Within this page, we will describe different approaches to solve the oracle problem. If you want to know how to implement these within the prediction markets, please see the development page.
The oracle problem has been well documented within blockchain technology. Blockchain networks are designed in such a way as to be deterministic. This makes it easy to access data that is stored on-chain (such as checking the balance of a public address) but impossible to access off-chain data (such as the weather in California).
An oracle acts as a bridge for this real-world data and offers an approach for bringing this data on-chain. There are multiple different oracle solutions and each has their own benefits/issues. We will discuss a number of different oracles that can be used to power prediction markets, although this list is not exhaustive.
The trusted data source
A user can be nominated as the source of oracle information. This is the easiest oracle solution to implement. To give an example, I could create a prediction market with the question “Who will win the 2022 World Cup?” which has 32 different outcomes. After the tournament is over, I could submit a transaction onto the conditional tokens contract calling the function reportPayouts().

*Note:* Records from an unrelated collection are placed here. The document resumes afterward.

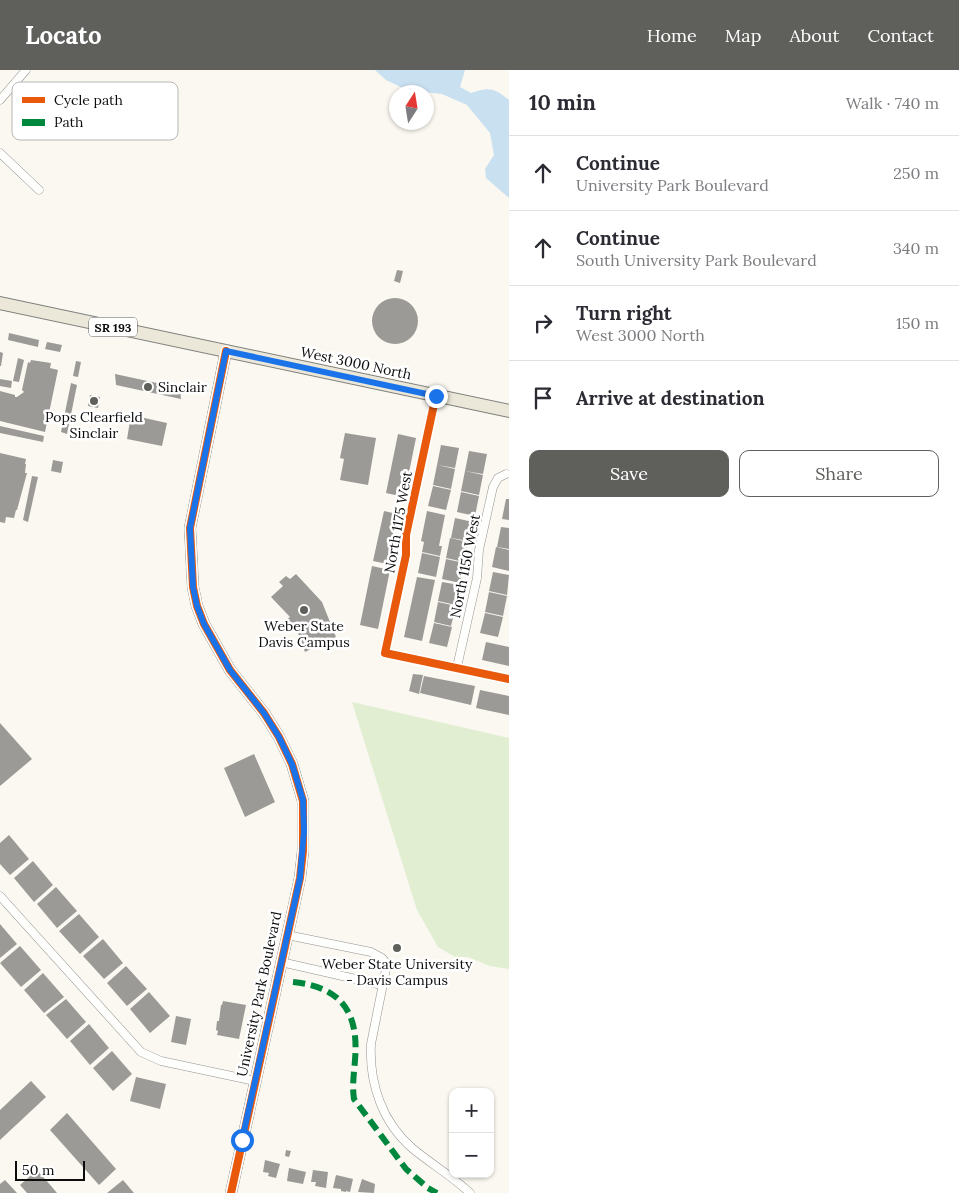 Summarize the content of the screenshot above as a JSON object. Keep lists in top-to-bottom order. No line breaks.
{"streets":{"main road":["SR 193","West 3000 North"],"street":["North 1175 West","North 1150 West","University Park Boulevard"]},"crossings":[["SR 193","West 3000 North"],["SR 193","University Park Boulevard"],["West 3000 North","North 1175 West"],["West 3000 North","University Park Boulevard"],["North 1175 West","North 1150 West"]],"places":["Sinclair","Pops Clearfield Sinclair","Weber State Davis Campus","Weber State University - Davis Campus"],"legend":["Cycle path","Path"],"scale_bar":"50 m","north":"top","page":{"header":"Locato","nav":["Home","Map","About","Contact"],"heading":["10 min","Walk · 740 m"],"list":[["Continue","University Park Boulevard","250 m"],["Continue","South University Park Boulevard","340 m"],["Turn right","West 3000 North","150 m"],"Arrive at destination"],"buttons":["Save","Share"],"map_buttons":["+","−"],"scale":"50 m"}} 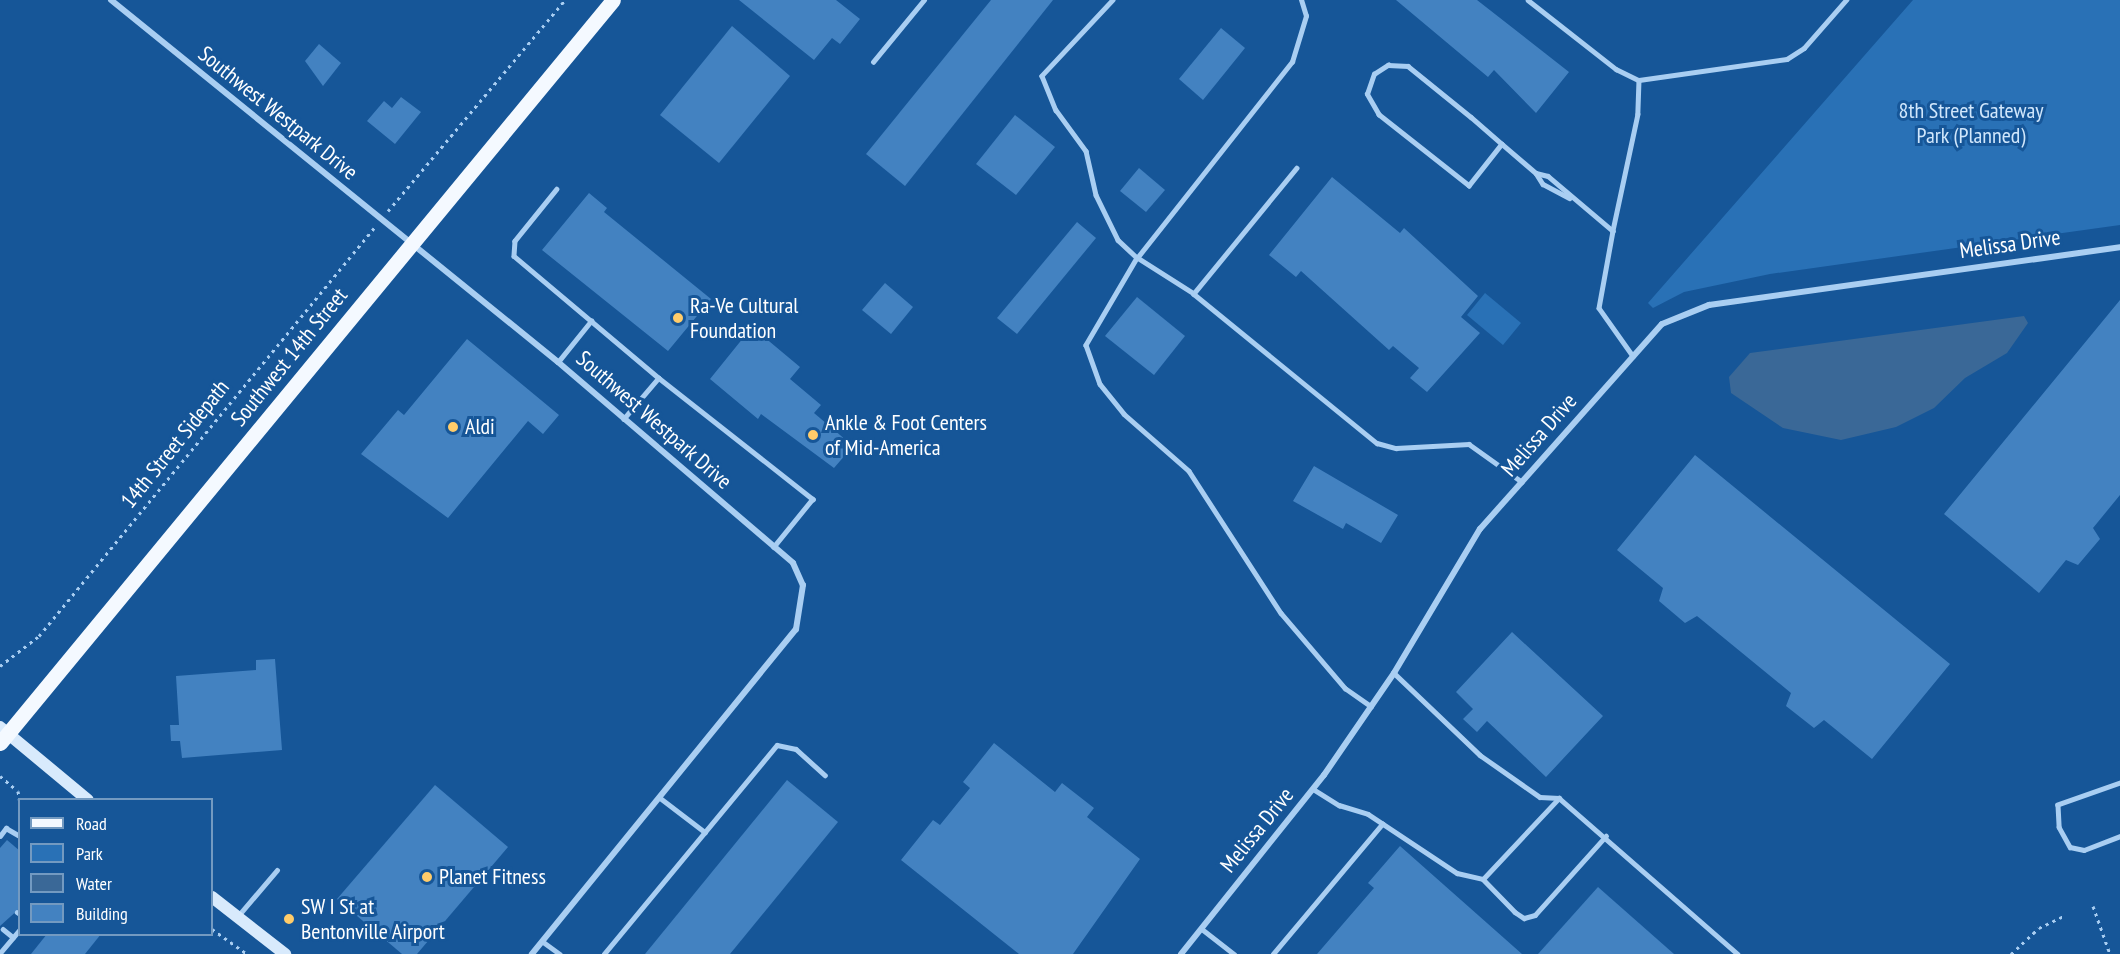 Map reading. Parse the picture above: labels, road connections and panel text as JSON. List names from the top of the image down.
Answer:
{
  "streets": {
    "main road": ["Southwest 14th Street"],
    "street": ["Southwest Westpark Drive", "Melissa Drive"],
    "path": ["14th Street Sidepath"]
  },
  "crossings": [
    ["Southwest Westpark Drive", "Southwest 14th Street"]
  ],
  "parks": ["8th Street Gateway Park (Planned)"],
  "places": [
    "Ra-Ve Cultural Foundation",
    "Aldi",
    "Ankle & Foot Centers of Mid-America",
    "Planet Fitness",
    "SW I St at Bentonville Airport"
  ],
  "legend": [
    "Road",
    "Park",
    "Water",
    "Building"
  ]
} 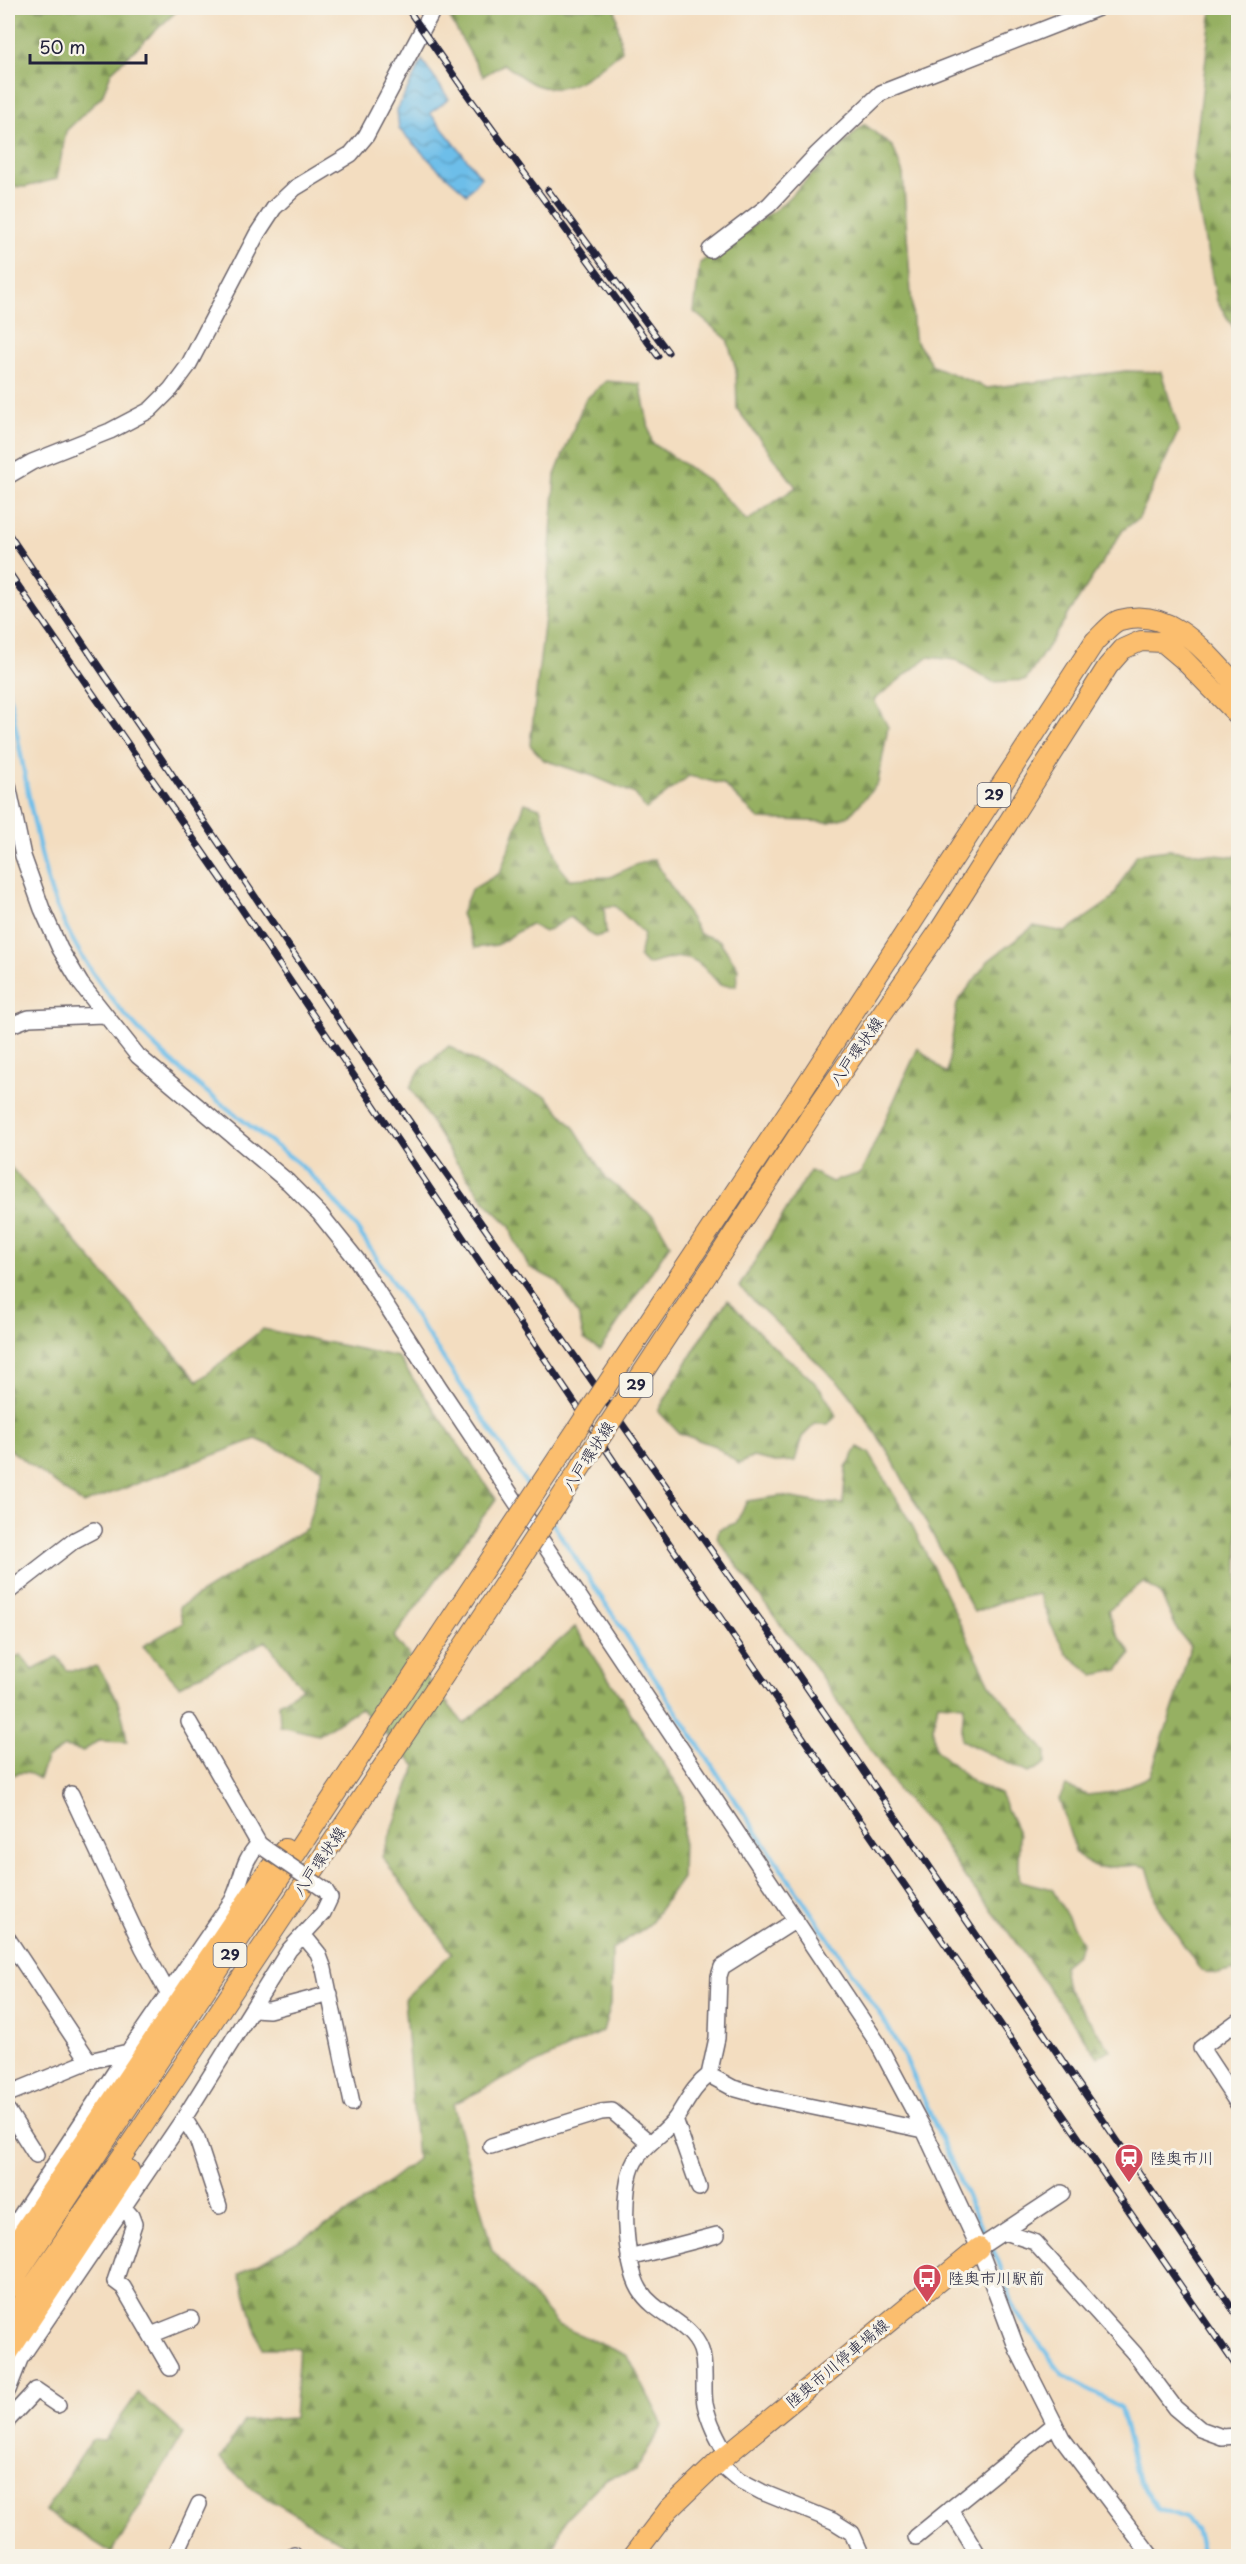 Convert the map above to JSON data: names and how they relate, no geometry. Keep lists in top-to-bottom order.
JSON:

The main issue with this approach is that it relies on a trusted party to honestly submit the correct outcome. It is easy to imagine situations where this architecture can be abused by malicious actors.
The objective data oracle
Chainlink is one example of a decentralised solution to the oracle problem and can be implemented with prediction markets to safely determine the outcome of an event. Broadly speaking, chainlink utilises a network of nodes to access off-chain data and submits this information on-chain for smart contracts to utilise. It is easy to implement price feed oracles from chainlink so it is possible to create prediction markets such as “Will the price of Bitcoin be greater than $100,000 by the end of 2021”. It is also possible to interface with external adaptors using chainlink in order to obtain any data that can be found in an API.
There are limitations using chainlink in the type of data available. It is easy to obtain discrete data such as price feeds or sports scores, but difficult to establish outcomes where there may be conflicting data sources.
The subjective data oracle
Kleros provides a decentralised dispute resolution service and can also be used as a ‘subjective oracle’. When utilising kleros, a number of jurors must vote and decide on the outcome and are financially incentivised for choosing the correct outcome. This is particularly important when there may be conflicting information from different sources of data. Kleros case 302 is the most notable example of this happening.